出典:ユーグレナ2020年9月期第2四半期決算説明資料
「順調」という言葉が飛び出す背景には、これまで進めてきた広告戦略の見直しが功を奏しはじめている実感があるのだろう。
今回発表した上半期の販促費・広告宣伝費の合計は、直前の下半期(2019年4〜9月)に比べて約2割削減されている。そのため、売上減は「1割減にとどまった」という見方が強いようだ。
広告宣伝費を厳格化した一方で、直前の下期(2019年4〜9月)と比較してヘルスケア事業は大幅な黒字化を達成。
出典:ユーグレナ2020年9月期第2四半期決算説明資料
広告費の効率化なども相まって、ユーグレナの主力販売事業であるヘルスケア事業(食品と化粧品を含む)における黒字幅は、直前の下半期の6800万円から、4億4300万円へと大幅に改善された。
また、広告宣伝費の大半を占める化粧品事業の定期購買者数も、1、2月を境に純増に転換。食品を含めたヘルスケア事業全体での定期購買者数はいまだ減少を続けているものの、広告効果が顕在化しはじめているとした。
「準備の上半期」から「攻めの下半期」へ
2019年9月期の通期決算発表時の資料。外部機関によるユーグレナ食品と他社競合食品に関する認知度調査の結果。ユーグレナ製品を知らない人が52.4%。知っていても実際に購入したり飲んだりしたことのない人が42.2%だった。
撮影:三ツ村崇志
ユーグレナは2019年11月の決算発表に際し、商品の認知度が低いことやブランドイメージの不統一感について自ら懸念を強調。今後の事業戦略における大きな課題であり、成長の余白でもあると位置づけ、ブランドイメージの統一や、基幹商品の開発などの取り組みを進めてきた。
出雲社長は、
「次の下半期では、しっかりとした広告投資を進めていきたい。

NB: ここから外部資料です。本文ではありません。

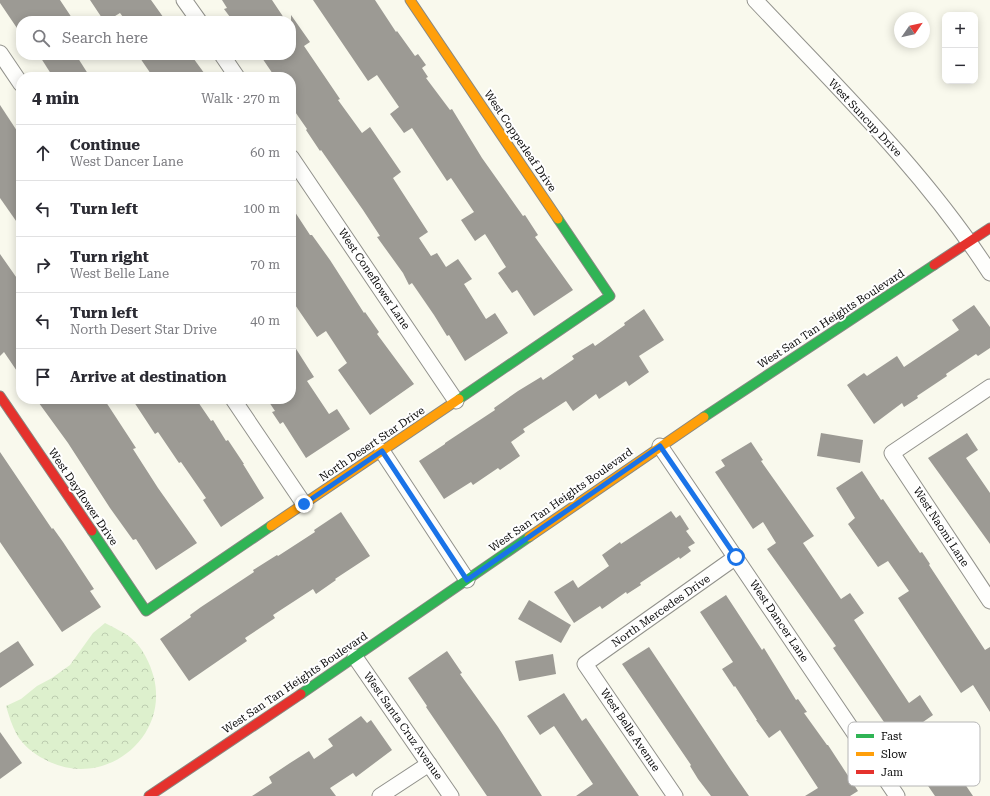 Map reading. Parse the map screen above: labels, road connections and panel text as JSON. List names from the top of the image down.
{
  "streets": {
    "street": [
      "West Suncup Drive",
      "West Copperleaf Drive",
      "West Coneflower Lane",
      "West San Tan Heights Boulevard",
      "North Desert Star Drive",
      "West Dayflower Drive",
      "West Naomi Lane",
      "North Mercedes Drive",
      "West Dancer Lane",
      "West Santa Cruz Avenue",
      "West Belle Avenue"
    ]
  },
  "crossings": [
    ["West Suncup Drive", "West San Tan Heights Boulevard"],
    ["West Copperleaf Drive", "North Desert Star Drive"],
    ["West Coneflower Lane", "North Desert Star Drive"],
    ["West San Tan Heights Boulevard", "West Dancer Lane"],
    ["West San Tan Heights Boulevard", "West Santa Cruz Avenue"],
    ["North Desert Star Drive", "West Dayflower Drive"],
    ["North Mercedes Drive", "West Dancer Lane"],
    ["North Mercedes Drive", "West Belle Avenue"]
  ],
  "legend": ["Fast", "Slow", "Jam"],
  "north": "top right",
  "page": {
    "map_buttons": ["+", "−"],
    "search": "Search here",
    "heading": ["4 min", "Walk · 270 m"],
    "list": [
      ["Continue", "West Dancer Lane", "60 m"],
      ["Turn left", "100 m"],
      ["Turn right", "West Belle Lane", "70 m"],
      ["Turn left", "North Desert Star Drive", "40 m"],
      "Arrive at destination"
    ]
  }
}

ユーグレナを知ってくださっている、買ってくださっている方はまだ5%程度。残りの95%の方にユーグレナを知ってもらうための戦略、商品作りに注力してきましたが、その成果がいよいよ出てきました。これから、攻めの反転攻勢をしかけていく下半期になると思っています」
と、ヘルスケア事業で抱えていた3つの課題、「認知率の低さ」「ブランディングの連携不足」「顧客の偏り」を改善していく準備が完了しつつあるとした。
新型コロナの影響で在宅率アップ。健康志向の高まりも需要を後押し
2020年3月、主力食品商品群をリニューアルした。
撮影:三ツ村崇志
新型コロナウイルスのマイナス影響を受ける企業が多いなか、永田暁彦副社長はユーグレナの事業モデルについて、
「当社の通販は、(新型コロナウイルスへの)耐性が強い事業モデルだといえます。グループの売り上げの7割が直販。外出自粛のなかで需要が増加しています。在宅率が上昇していることによって、テレビ通販を通じた広告効率も改善しています。

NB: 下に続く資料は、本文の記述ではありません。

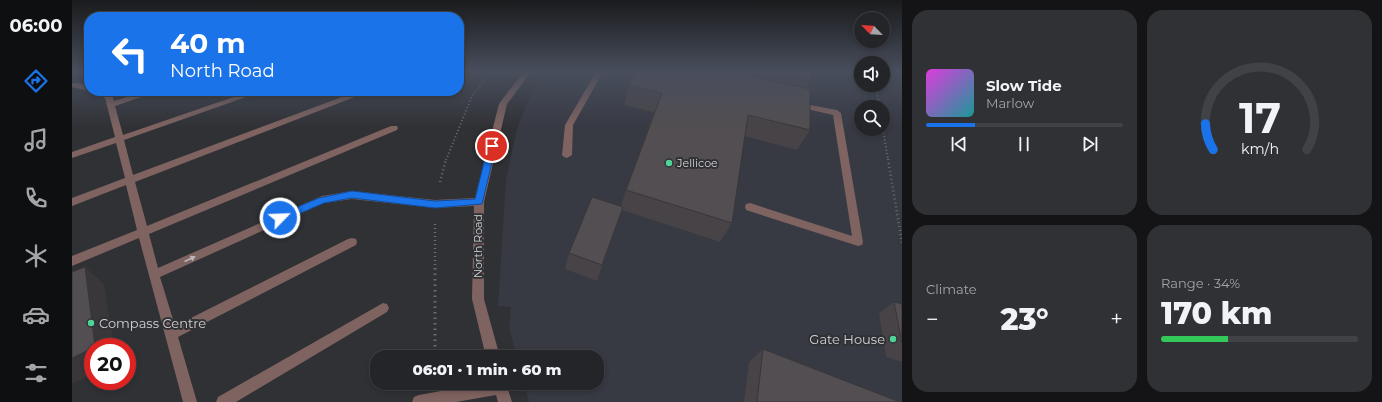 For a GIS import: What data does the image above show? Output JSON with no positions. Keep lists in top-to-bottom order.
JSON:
{
  "streets": {
    "street": ["North Road"]
  },
  "places": ["Jellicoe", "Compass Centre", "Gate House"],
  "north": "top left",
  "page": {
    "tabs": "06:00",
    "turn": ["40 m", "North Road"],
    "song": ["Slow Tide", "Marlow"],
    "tile": [
      "Climate",
      ["Range · 34%", "170 km"]
    ],
    "heat": ["−", "23°", "+"],
    "limit": "20",
    "trip": "06:01 · 1 min · 60 m",
    "gauge": ["17", "km/h"]
  }
}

また、健康志向が高まり、売り上げの7割を占める健康食品の需要も高まっている」
と、少なくとも通販事業においてはプラスの影響を受けているという。
下半期には、こういった需要拡大の流れに乗って本格的なプロモーションを開始する予定だ。
主力の健康食品は、「からだにユーグレナ」として3月中旬にリニューアルされている。
今後、これまでの研究成果を踏まえて、素材としてのユーグレナがもつ「59種類という豊富な栄養素」が、「心身の疲れにくさ」を引き出し、「免疫機能の改善」につながっていく、という一連のサイクルを製品のブランドイメージとして打ち出していく方針だ、と永田副社長は今後の戦略を語った。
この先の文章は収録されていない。